What about the pangolins in Brunei?

On Wednesday I started working with 1stopbrunei Wildlife Club after securing some funding to carry on pangolin conservation with them after a week-long workshop in February.

3 days in and we have already begun to work on some of the objectives including mapping the distribution of pangolin across the country using records of sightings, releases and rescues; increase our understanding about the perception of pangolin in Brunei and the threats facing them; identify suitable forest for future releases; and attempt to monitor those that have already been released.

The last objective is by far the hardest, pangolin is notoriously difficult to survey for in the forest. However, drawing on past experience they sometimes return to previously used sleeping sites or release sites. So this is a good place to start. We decided to set up cameras at previous release locations, paying particular attention to the height, direction and length of time the cameras should be left for, maximizing the chance of getting a photograph.
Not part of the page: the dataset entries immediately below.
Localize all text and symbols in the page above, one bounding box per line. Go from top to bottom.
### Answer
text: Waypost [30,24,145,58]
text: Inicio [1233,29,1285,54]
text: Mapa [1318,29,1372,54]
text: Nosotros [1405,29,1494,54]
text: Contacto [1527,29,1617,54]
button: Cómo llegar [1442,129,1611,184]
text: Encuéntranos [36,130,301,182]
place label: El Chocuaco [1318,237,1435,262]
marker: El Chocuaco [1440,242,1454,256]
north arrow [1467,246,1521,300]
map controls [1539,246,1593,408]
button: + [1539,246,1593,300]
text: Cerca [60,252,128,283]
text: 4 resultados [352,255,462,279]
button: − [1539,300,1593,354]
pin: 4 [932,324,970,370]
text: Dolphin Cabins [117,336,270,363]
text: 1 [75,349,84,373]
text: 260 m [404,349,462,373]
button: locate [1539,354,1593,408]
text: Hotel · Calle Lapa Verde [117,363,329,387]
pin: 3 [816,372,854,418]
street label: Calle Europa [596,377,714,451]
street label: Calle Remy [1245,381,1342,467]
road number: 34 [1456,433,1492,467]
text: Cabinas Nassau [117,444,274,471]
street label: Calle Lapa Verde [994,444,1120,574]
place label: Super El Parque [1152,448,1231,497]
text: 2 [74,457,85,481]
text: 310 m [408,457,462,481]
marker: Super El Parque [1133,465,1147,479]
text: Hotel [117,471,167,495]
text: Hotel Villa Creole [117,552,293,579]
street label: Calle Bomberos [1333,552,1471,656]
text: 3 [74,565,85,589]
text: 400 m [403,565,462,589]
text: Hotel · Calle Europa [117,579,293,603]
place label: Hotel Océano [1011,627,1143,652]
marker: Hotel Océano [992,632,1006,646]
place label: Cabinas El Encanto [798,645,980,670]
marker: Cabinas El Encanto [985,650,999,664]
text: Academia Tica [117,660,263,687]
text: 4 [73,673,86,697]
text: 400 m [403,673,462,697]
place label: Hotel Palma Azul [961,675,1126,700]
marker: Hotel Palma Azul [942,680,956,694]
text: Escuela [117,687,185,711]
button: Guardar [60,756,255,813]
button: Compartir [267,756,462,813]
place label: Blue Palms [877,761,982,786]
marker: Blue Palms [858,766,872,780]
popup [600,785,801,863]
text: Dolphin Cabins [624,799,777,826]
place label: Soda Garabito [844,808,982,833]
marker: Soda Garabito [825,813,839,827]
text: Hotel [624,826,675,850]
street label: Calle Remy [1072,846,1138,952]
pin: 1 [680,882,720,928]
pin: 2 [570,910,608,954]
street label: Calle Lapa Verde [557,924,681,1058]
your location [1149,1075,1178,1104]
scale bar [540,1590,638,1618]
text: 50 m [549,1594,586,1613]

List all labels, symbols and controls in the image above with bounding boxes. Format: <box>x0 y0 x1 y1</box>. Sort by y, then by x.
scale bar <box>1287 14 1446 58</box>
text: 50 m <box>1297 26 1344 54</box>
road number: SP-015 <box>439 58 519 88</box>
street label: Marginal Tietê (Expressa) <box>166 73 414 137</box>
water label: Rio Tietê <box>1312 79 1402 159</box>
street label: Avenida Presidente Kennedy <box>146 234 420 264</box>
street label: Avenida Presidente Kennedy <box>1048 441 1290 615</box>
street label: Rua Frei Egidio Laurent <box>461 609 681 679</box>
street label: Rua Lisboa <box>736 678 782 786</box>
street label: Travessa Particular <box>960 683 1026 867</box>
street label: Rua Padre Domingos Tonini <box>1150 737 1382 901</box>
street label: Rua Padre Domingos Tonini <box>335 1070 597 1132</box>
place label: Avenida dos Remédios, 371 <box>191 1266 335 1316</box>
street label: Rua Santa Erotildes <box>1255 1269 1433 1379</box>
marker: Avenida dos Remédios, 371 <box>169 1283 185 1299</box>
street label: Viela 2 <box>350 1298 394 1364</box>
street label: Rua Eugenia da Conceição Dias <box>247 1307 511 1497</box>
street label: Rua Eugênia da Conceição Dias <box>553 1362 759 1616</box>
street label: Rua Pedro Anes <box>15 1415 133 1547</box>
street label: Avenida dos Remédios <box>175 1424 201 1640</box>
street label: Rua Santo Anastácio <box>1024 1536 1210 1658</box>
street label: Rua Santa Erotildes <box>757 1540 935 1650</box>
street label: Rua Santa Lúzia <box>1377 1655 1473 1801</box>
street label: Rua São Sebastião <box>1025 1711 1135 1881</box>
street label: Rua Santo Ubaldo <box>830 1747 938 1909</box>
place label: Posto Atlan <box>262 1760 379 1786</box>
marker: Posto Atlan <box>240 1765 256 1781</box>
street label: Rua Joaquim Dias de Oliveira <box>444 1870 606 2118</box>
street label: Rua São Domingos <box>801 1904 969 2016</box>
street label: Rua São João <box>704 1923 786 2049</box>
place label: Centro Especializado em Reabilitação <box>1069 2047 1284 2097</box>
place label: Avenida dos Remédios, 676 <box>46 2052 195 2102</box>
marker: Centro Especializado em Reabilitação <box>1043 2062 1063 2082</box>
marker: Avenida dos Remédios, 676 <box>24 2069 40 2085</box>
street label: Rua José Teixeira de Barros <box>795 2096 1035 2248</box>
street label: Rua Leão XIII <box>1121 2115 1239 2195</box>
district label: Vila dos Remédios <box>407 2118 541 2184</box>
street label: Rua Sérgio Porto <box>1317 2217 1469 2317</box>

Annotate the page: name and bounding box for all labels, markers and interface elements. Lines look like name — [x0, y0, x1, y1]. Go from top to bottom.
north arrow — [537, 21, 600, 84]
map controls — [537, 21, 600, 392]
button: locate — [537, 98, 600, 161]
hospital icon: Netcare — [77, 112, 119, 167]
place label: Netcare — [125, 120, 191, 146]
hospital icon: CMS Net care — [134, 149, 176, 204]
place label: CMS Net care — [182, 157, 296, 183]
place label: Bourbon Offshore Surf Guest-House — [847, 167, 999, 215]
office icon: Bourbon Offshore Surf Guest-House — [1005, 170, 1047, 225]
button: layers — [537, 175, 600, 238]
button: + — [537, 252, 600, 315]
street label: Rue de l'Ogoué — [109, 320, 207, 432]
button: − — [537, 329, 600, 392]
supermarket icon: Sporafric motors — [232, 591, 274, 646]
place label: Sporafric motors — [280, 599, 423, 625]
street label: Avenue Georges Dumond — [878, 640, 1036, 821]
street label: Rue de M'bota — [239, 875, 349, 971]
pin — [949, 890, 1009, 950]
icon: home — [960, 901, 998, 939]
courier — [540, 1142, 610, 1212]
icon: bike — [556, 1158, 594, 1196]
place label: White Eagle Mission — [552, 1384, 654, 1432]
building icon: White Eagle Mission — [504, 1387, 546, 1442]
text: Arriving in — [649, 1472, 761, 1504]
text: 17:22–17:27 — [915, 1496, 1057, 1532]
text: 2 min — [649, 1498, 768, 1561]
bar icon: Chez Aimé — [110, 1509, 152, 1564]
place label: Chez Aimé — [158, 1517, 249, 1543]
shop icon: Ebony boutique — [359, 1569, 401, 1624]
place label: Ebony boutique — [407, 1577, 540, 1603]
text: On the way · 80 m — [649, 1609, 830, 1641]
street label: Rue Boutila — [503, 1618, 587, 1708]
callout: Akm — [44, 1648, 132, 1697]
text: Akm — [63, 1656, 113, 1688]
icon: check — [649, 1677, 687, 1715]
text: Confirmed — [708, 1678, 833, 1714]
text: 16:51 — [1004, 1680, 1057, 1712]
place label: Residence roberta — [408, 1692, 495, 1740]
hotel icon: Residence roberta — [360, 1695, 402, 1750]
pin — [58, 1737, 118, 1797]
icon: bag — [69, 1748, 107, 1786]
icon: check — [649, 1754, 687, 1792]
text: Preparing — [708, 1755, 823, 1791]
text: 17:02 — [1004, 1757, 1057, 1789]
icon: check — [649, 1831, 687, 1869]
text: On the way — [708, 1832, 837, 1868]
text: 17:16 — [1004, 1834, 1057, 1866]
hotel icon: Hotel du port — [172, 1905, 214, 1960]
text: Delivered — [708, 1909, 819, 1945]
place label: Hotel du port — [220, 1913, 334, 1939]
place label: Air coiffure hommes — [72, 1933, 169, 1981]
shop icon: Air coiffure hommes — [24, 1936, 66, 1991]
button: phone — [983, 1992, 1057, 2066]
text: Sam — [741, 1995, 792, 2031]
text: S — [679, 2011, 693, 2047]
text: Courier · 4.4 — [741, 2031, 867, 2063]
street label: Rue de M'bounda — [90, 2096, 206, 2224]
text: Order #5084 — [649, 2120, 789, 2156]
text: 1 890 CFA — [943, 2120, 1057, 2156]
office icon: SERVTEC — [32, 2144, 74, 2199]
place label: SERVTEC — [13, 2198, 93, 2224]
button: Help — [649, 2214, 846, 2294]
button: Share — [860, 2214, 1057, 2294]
The type of camera used will also greatly impact the success of obtaining a photograph. This funding has allowed us to purchase some better cameras, the success of which can already be seen by this photo of a pangolin leaving to feed 5 hours after it was released into the wild by the group.

Sunda pangolin

We have also been spending time talking to village heads and loggers to see what information we can obtain from them. At present, no one is targeting pangolin directly, and one village head told us that they only knew they had a pangolin when they cut down the tree for other uses and found it at the top!

However, a worryingly common theme seems to be that there is a high demand from Malaysia and through family connections pangolin caught (just opportunistically) are taken up to the border to satisfy the demand for the use of scales in medicine. In fact one logger, showed us some tail scales that he used for back and kidney pain. One area in particular has been highlighted and it may mean that we take a trip up there at some point in the future.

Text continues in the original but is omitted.